26 July 2014

Walking through The Grey Soul of London (July 2014)

For each of the last three years I have taken Minimum Labyrinth's walk through The Grey Soul of London and I saw no reason for 2014 to be any different. The Grey Soul is a great walk and talk, and so are their others, which is why I have been on a few of them.

All of the Grey Soul walks have been a little different; they have been at different times in different weathers and one ended at a different location and my fourth attempt was probably the one that best kept to the script. It also finished on time, 6pm, which the other attempts had spectacularly failed to do.

Being the fourth time also meant that, finally, I had some sort of handle on where we were and where we were going. It also meant that I had taken photos of the main sites before so this time I have tried to pick a few different ones. I've not always succeeded.

We started in the Shakespeare's Head behind Sadlers's Wells. The first thing that I noticed was that one of the other walkers was wearing a Zenith t-shirt, a promising omen for things to come.



We headed off south towards the former Finsbury Town Hall before wandering down Exmouth Market and along to the brilliantly named Coldbath Square before turning east along Warner Street.

We stopped several times to hear Robert's stories about the places we were passing through while I took the sort of photos that I would take if I was visiting the place on holiday. That means that there were two parallel tales, those narrated by Robert and those told to me by the buildings we walked past.

The distinctly different middle part of our journey took us in to the industrial zone dominated, but far from limited to, the Mount Pleasant Sorting Office. Just before we got there I was captivated by this collection of brick and metal in Eyre Street Hill.

That is where we had a set-back when the pub we were aiming for was closed and so was the fall-back. That meant we had to head for the Union Tavern where we were due to end our exploration later on. I found that very useful as it helped me to work out where the Union Tavern actually is in relation to the other places that we visited.



After our brief dalliance with industry we headed in to the Georgian squares in what may be Pentonville, or Finsbury, or Islington. This was also the world of Arthur Machen, one of the inspirations behind this walk.

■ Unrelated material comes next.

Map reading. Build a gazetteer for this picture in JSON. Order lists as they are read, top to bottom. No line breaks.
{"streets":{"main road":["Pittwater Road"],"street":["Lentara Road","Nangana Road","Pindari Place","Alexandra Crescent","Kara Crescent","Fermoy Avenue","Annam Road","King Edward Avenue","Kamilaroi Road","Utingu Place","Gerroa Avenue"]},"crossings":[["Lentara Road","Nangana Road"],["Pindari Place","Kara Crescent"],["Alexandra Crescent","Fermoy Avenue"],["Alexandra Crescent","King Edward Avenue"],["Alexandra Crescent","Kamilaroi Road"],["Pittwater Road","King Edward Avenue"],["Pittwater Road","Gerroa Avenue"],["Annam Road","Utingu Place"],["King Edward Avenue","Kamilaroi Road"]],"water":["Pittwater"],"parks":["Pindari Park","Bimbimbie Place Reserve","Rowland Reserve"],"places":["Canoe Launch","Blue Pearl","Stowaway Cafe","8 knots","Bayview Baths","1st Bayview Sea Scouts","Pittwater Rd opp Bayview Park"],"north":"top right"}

Our entry to this new world was the Riceyman Steps, made famous in a novel of the same name by Arnold Bennett. At the top we found Granville Square, the first of several.



These houses are fairly typical of what we saw for that section of the walk as Robert dragged as down unknown streets and alleyways in a fairly successful attempt to get us all lost. And he kept telling us tales to distract us.

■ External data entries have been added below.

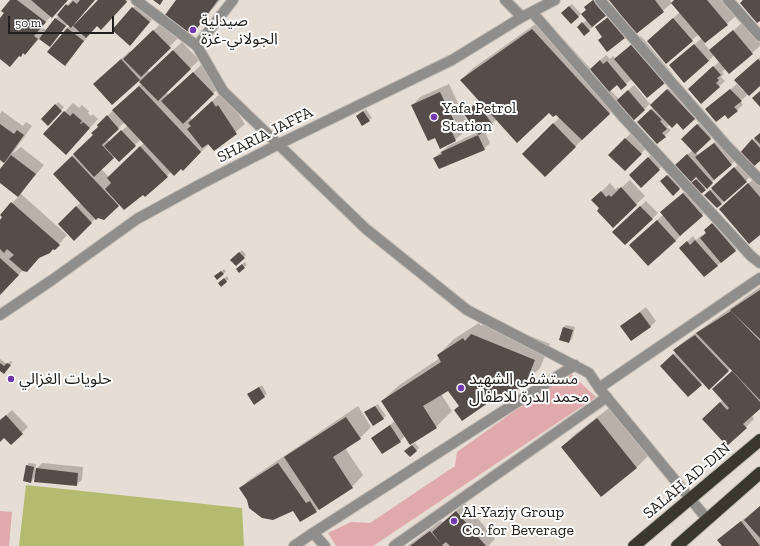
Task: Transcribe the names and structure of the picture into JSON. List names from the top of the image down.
{
  "streets": {
    "highway": ["SALAH AD-DIN"],
    "street": ["SHARIA JAFFA"]
  },
  "places": [
    "صيدلية الجولاني-غزة",
    "Yafa Petrol Station",
    "حلويات الغزالي",
    "مستشفى الشهيد محمد الدرة للاطفال",
    "Al-Yazjy Group Co. for Beverage"
  ],
  "scale_bar": "50 m"
}
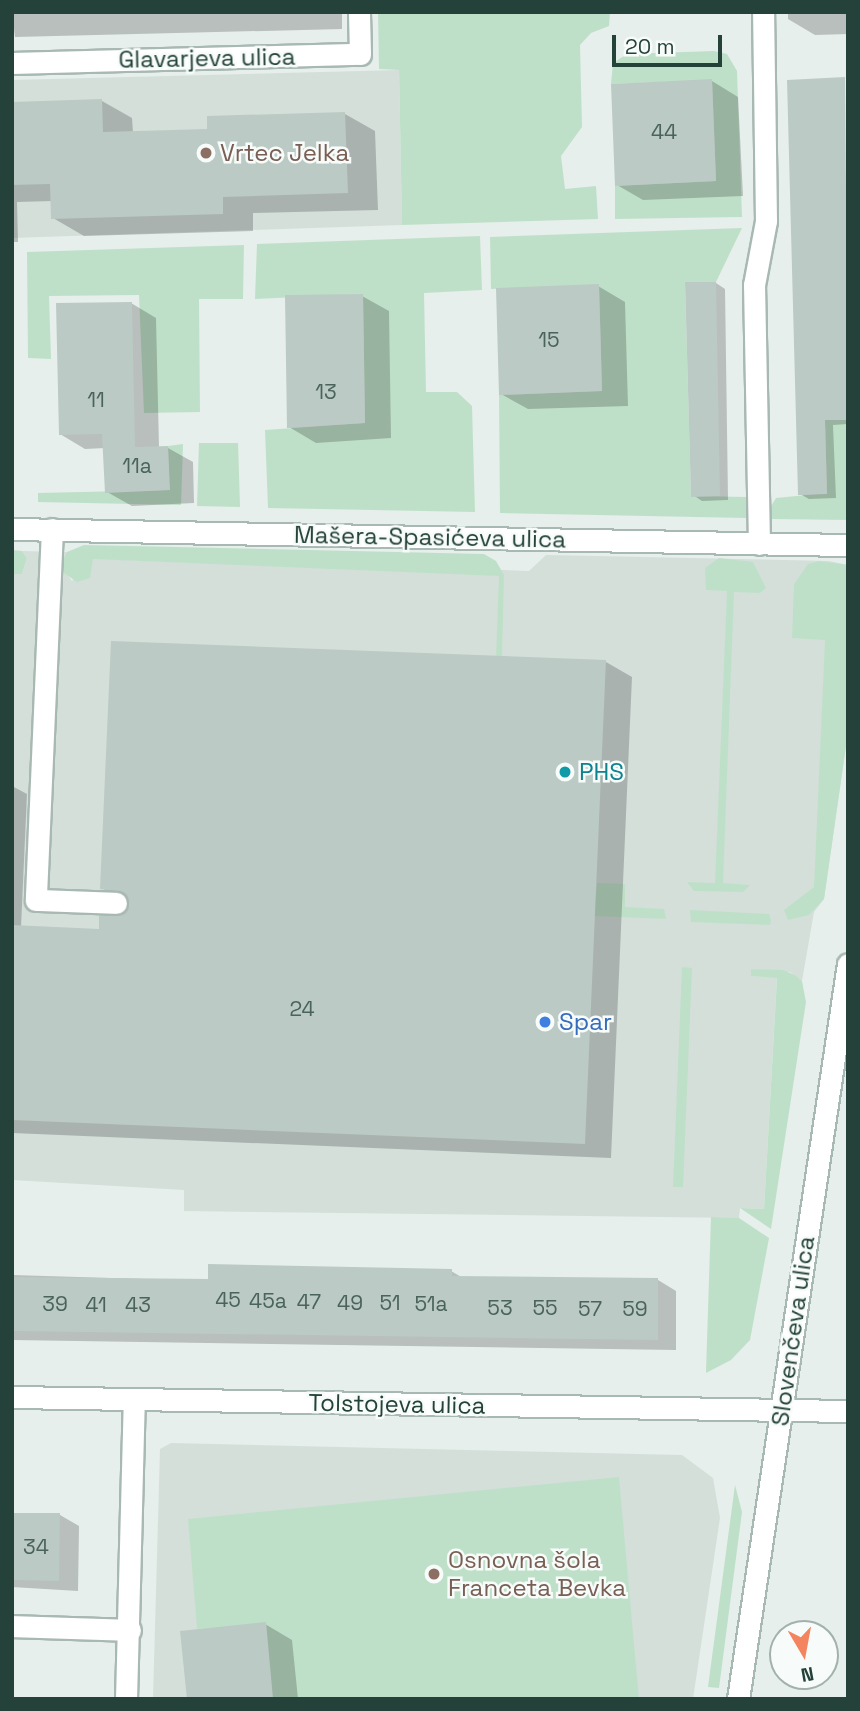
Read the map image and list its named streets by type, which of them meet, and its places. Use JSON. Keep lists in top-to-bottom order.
{
  "streets": {
    "street": [
      "Glavarjeva ulica",
      "Mašera-Spasićeva ulica",
      "Slovenčeva ulica",
      "Tolstojeva ulica"
    ]
  },
  "crossings": [
    ["Slovenčeva ulica", "Tolstojeva ulica"]
  ],
  "places": [
    "Vrtec Jelka",
    "PHS",
    "Spar",
    "Osnovna šola Franceta Bevka"
  ],
  "house_numbers": [
    "44",
    "15",
    "13",
    "11",
    "11a",
    "24",
    "45",
    "45a",
    "47",
    "49",
    "51",
    "39",
    "51a",
    "41",
    "43",
    "53",
    "55",
    "57",
    "59",
    "34"
  ],
  "scale_bar": "20 m",
  "north": "bottom"
}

Water formed part of many stories that day from the wells that still live on to place names, the submerged and subjugated Fleet river, a shy reservoir in Claremont Square and a Thames Water pumping station in Amwell Street which was proud to show off some of its pipes.

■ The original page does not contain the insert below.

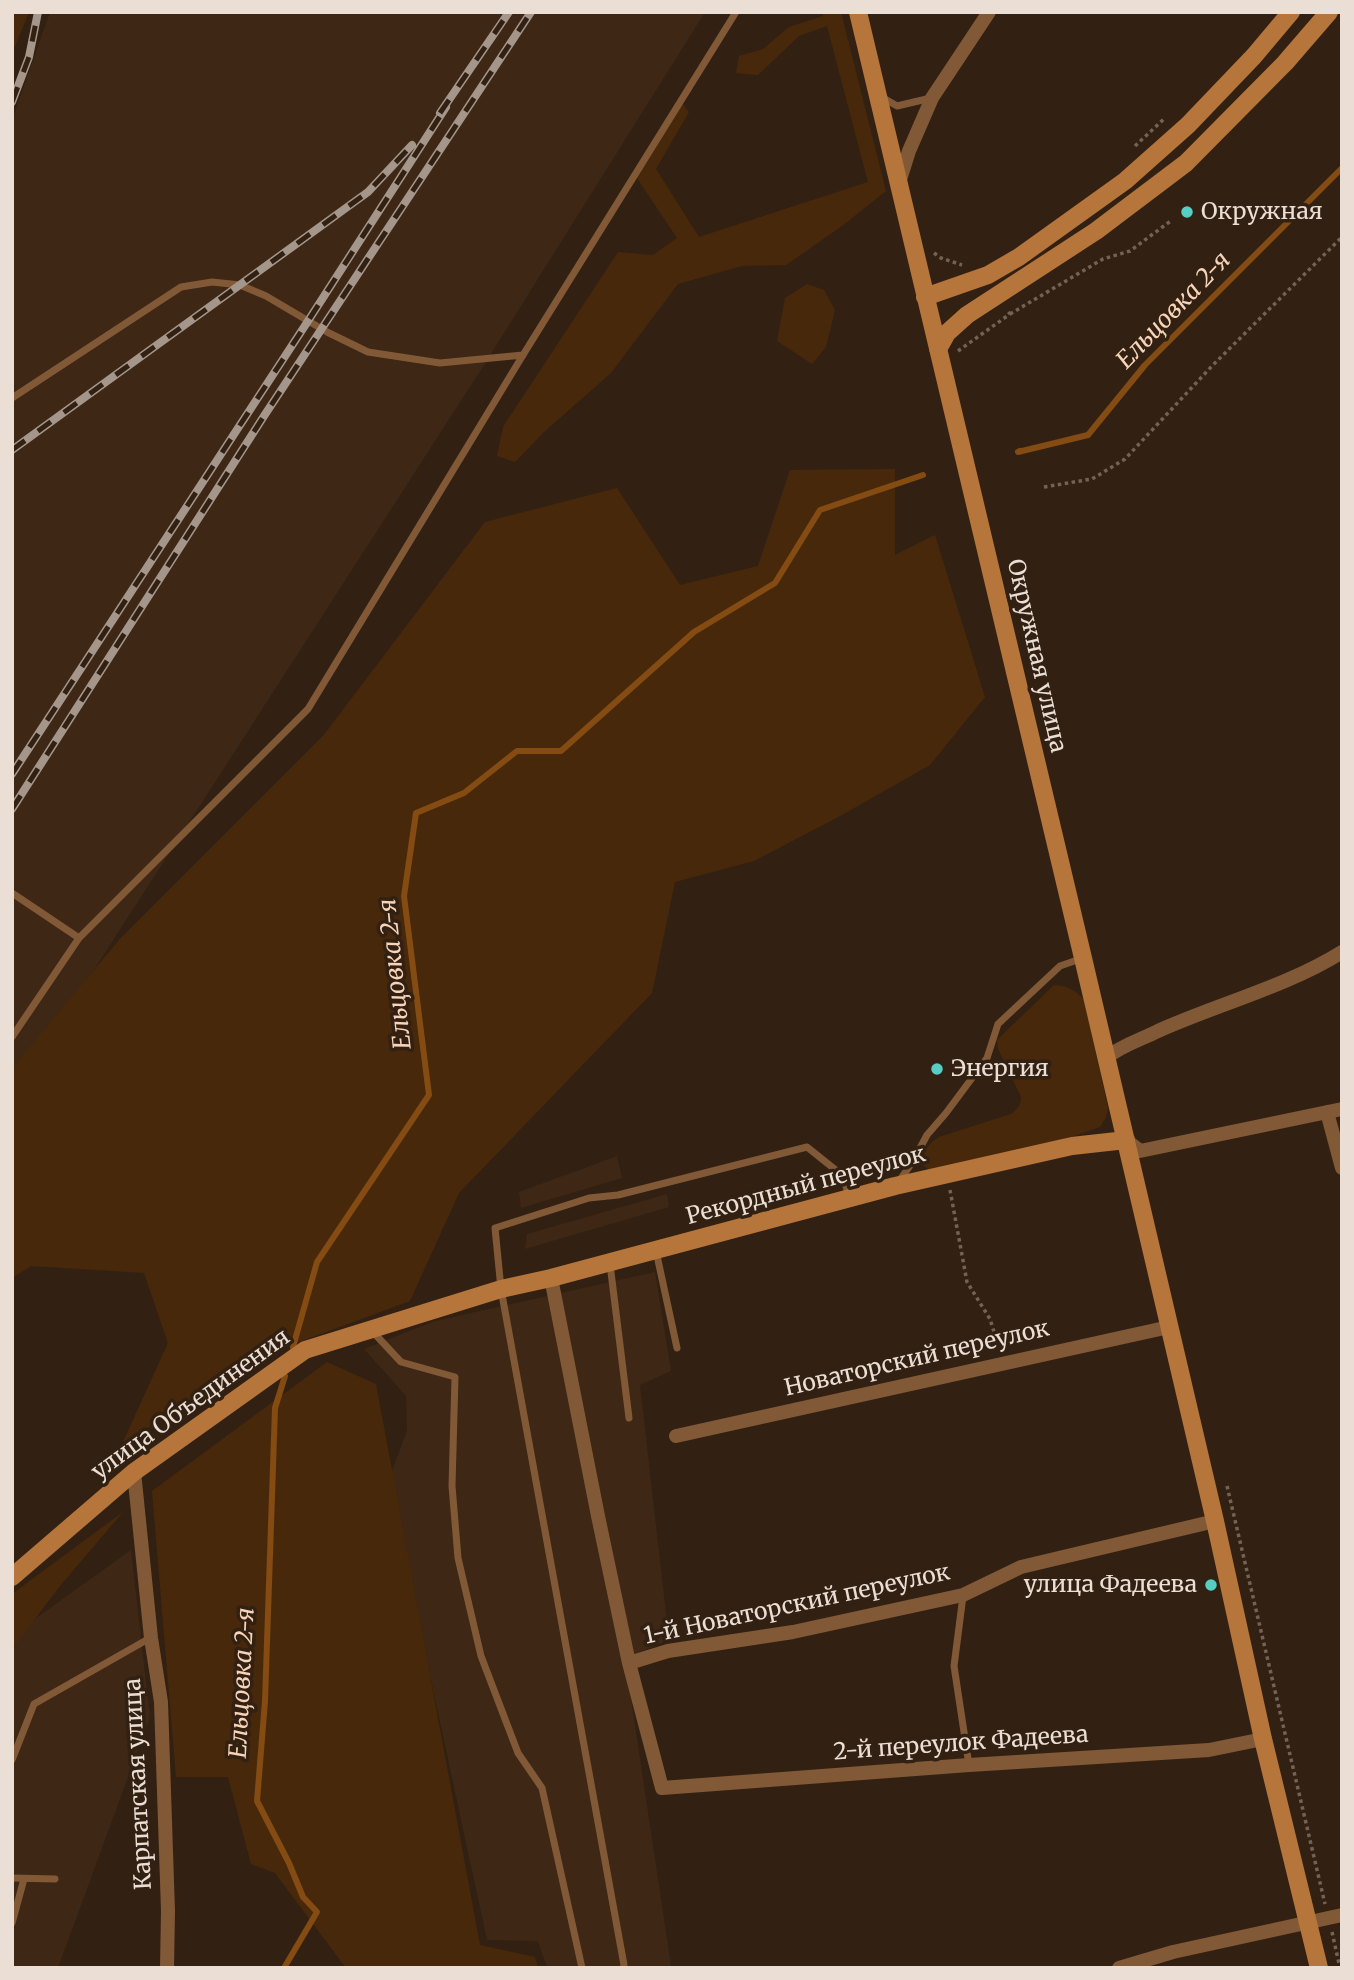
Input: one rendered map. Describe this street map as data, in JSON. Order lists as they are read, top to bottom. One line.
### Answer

Somewhere around there we found another pub. This time it was open but it was not the pub that we expected. The legendary Filthy MacNasty's was our intended destination but it was being turned in to The Fountain, a fairly standard gastro pub with little beer and fewer staff. It took a while but I did mange to get a pint of something drinkable.



Passing along an alleyway between Naoroji Street and Lloyd Square I could not fail to notice this green house covered in scaffolding. It was not part of the formal walk but was very much the sort of thing that I like to see, and photograph.



My final picture from the walk is another typical picture of the area we explored at the end. I think this is LLoyd Square but the precise location is not the point.

From there we headed back to the Union Tavern this time for a longer stay and some food. Robert had finished his tales by then so we had to fill the gap with our own conversations. This was considerably helped by finding other people who read comics, and not just the Zenith guy, and a woman whose boyfriend could not make the walk because he was off being a wizard somewhere.

This was another fine walk through The Grey Soul of London and another fine walk from those nice chaps at Minimum Labyrinth. As long as they keep doing them I am going to keep walking with them.